Qu’est-ce que FIRPTA?

La FIRPTA est une loi fiscale fédérale qui
garantit que les vendeurs étrangers paient l’impôt sur le revenu lors de la
vente de biens immobiliers aux États-Unis. La loi aligne les vendeurs étrangers
sur les résidents américains qui sont tenus de déclarer la vente de biens immobiliers et de payer
éventuellement l’impôt sur le revenu réalisé sur la plus-value lors de leur
déclaration de revenus annuelle.

Quelles
transactions sont soumises à la taxe FIRPTA?

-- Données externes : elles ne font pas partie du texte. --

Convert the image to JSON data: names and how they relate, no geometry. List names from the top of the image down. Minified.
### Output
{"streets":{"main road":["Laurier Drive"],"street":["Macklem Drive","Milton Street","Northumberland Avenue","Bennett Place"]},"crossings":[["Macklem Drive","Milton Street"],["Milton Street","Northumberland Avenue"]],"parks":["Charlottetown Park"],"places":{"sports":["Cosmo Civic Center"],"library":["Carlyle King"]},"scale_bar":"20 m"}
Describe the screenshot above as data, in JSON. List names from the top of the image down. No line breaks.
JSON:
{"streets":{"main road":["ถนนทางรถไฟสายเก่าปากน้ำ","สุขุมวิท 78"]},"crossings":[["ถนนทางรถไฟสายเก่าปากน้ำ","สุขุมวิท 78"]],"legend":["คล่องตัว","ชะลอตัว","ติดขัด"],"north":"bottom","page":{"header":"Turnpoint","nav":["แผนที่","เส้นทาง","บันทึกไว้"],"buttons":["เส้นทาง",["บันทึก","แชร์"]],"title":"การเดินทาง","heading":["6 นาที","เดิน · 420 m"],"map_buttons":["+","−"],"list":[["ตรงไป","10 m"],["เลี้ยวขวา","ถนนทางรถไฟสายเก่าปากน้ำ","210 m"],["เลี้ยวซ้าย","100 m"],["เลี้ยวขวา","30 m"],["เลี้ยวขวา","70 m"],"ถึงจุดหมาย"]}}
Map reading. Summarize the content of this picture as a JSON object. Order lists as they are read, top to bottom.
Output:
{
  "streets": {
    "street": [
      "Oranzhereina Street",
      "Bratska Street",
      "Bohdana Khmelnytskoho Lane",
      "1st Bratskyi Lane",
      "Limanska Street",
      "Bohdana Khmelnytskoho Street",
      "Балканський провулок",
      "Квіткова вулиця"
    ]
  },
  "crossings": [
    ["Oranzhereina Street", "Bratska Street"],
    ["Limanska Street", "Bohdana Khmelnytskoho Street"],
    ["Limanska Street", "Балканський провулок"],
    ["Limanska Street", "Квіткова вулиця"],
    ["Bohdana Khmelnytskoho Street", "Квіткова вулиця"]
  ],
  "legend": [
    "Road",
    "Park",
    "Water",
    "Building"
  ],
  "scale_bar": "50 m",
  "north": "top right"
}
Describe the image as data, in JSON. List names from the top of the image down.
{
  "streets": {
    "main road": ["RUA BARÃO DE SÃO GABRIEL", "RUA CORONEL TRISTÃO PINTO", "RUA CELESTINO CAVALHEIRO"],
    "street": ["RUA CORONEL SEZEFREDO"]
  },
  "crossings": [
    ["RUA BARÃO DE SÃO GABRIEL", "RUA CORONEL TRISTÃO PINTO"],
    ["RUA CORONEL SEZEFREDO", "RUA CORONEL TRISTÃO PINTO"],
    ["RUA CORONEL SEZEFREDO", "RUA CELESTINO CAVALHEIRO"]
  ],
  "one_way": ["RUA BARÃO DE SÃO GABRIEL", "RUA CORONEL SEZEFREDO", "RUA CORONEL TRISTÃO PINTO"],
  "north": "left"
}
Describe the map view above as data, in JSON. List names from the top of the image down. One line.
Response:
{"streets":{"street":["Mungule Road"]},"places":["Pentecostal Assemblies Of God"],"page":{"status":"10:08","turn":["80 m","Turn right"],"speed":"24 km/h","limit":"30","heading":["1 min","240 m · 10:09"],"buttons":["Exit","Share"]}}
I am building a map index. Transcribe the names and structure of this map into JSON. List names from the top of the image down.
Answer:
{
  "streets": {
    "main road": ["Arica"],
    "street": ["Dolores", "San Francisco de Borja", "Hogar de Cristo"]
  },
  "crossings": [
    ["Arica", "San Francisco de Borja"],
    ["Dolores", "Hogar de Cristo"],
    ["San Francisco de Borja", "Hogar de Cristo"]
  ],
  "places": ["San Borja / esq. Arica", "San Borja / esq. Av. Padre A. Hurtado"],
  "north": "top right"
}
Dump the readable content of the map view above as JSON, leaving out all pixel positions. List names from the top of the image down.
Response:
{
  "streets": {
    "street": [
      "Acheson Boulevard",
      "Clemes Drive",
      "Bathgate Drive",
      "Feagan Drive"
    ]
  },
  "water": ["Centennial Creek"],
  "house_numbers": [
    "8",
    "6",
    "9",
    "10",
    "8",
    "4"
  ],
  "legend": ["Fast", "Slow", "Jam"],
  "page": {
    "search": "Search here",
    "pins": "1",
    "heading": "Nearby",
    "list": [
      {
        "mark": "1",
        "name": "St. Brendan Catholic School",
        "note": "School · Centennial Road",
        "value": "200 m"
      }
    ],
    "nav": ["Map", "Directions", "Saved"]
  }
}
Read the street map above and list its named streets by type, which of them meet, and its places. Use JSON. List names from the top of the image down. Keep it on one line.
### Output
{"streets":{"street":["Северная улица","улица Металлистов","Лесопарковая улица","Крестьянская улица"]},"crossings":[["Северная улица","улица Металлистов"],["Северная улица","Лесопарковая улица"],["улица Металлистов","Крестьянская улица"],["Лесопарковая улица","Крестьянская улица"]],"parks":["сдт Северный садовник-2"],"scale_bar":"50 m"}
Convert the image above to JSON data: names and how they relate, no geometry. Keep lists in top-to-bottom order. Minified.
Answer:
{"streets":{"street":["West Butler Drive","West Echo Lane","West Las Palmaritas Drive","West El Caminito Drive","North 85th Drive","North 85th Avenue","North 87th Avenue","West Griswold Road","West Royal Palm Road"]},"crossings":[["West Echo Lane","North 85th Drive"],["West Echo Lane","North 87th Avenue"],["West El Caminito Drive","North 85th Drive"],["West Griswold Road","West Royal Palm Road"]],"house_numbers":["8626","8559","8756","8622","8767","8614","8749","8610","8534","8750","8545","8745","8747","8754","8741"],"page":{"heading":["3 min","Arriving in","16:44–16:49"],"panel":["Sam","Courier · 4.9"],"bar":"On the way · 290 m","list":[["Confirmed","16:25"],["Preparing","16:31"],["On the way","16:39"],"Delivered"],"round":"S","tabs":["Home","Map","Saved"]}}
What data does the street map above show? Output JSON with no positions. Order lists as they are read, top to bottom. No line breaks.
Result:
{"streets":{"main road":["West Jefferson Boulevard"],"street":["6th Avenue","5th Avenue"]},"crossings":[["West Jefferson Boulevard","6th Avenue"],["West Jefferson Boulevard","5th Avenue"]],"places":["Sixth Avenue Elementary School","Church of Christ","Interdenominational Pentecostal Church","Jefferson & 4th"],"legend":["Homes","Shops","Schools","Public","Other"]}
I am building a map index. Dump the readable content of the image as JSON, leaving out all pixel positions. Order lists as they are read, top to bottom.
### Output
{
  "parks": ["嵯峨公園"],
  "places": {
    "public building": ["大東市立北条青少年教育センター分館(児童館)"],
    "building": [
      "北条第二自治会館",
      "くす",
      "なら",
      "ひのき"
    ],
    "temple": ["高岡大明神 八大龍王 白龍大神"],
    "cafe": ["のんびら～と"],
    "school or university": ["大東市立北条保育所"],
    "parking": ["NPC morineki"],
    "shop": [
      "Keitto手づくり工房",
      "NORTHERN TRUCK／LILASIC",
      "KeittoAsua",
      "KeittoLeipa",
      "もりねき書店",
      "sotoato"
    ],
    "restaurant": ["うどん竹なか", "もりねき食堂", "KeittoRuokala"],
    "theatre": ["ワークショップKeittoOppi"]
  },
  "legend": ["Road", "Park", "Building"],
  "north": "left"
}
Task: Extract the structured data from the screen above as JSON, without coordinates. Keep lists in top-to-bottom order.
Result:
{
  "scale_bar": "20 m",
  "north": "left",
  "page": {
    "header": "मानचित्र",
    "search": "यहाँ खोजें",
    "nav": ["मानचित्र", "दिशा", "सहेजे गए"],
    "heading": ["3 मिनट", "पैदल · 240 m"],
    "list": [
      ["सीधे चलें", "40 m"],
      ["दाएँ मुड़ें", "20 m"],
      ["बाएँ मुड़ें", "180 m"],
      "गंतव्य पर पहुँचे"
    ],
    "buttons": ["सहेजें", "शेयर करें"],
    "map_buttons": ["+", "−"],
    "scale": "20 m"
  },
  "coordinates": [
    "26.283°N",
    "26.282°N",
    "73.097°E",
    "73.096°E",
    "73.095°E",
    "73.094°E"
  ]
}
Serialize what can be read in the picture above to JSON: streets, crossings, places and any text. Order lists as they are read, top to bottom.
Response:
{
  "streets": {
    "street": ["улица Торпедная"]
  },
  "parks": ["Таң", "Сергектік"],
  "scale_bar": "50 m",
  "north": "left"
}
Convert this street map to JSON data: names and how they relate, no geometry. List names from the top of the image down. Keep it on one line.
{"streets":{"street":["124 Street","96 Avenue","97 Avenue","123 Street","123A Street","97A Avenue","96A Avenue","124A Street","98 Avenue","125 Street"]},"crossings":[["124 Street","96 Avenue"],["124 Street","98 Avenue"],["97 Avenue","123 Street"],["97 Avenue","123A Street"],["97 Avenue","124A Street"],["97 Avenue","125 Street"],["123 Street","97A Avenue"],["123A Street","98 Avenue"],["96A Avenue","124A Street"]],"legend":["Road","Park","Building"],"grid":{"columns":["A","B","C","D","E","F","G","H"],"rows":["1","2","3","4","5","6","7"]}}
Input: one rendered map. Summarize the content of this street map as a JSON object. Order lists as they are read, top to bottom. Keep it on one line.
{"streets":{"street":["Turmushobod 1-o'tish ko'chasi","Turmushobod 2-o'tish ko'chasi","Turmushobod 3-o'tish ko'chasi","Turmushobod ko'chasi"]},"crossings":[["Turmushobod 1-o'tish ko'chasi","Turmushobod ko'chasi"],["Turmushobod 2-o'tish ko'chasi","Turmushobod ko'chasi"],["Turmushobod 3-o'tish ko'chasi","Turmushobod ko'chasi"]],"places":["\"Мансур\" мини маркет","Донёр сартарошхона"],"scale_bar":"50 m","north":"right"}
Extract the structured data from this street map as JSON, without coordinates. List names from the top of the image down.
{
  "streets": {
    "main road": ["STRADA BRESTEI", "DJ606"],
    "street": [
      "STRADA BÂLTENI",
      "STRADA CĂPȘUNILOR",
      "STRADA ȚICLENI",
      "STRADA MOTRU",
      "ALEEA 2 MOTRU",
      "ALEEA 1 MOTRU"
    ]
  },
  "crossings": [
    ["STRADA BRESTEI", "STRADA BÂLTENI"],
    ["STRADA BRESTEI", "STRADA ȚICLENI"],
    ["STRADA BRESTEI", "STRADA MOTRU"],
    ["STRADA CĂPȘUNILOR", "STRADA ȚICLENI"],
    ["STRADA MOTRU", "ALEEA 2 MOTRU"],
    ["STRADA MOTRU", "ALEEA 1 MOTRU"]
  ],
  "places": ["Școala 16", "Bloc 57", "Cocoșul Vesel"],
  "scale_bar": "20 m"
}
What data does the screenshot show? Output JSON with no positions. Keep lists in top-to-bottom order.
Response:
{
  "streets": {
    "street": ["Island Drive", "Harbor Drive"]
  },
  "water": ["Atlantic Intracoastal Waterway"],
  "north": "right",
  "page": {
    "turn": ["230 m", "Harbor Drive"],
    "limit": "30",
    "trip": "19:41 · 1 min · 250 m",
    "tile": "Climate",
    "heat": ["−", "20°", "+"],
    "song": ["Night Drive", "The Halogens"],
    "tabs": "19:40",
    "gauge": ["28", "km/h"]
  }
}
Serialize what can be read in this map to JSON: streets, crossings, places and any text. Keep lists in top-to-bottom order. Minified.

Généralement, la taxe FIRPTA est due sur la
vente d’un intérêt sur un bien immobilier à un vendeur étranger. Parmi les
exemples d’intérêts dans des biens immobiliers; on peut citer les droits de
propriété, les baux à bail, la copropriété (lorsqu’un ou plusieurs des
vendeurs, mais pas tous, sont étrangers), ainsi que des intérêts fractionnés ou
des multipropriétés.

Qui est
tenu de payer la taxe FIRPTA?

FIRPTA impose à l’acheteur l’obligation de
percevoir et de payer la taxe FIRPTA. L’acheteur est considéré comme le
“mandataire” pour la perception de cette taxe et est tenu de retenir
un pourcentage du prix de vente (et non du produit net) versé au
vendeur. En pratique, les fonds sont recouvrés du produit du vendeur à la
clôture et remis par la société de fermeture pour le compte des parties.

Existe-t-il
des exonérations de la taxe FIRPTA?

Il existe un certain nombre d’exceptions à la
taxe FIRPTA, basées sur le statut du vendeur en tant que résident américain, et
sur le prix d’achat associé à l’utilisation d’une résidence sur le bien
immobilier.

La retenue à la source n’est pas requise si le
vendeur fournit à l’acheteur une attestation certifiant que le vendeur n’est
pas une personne ni une entité étrangères.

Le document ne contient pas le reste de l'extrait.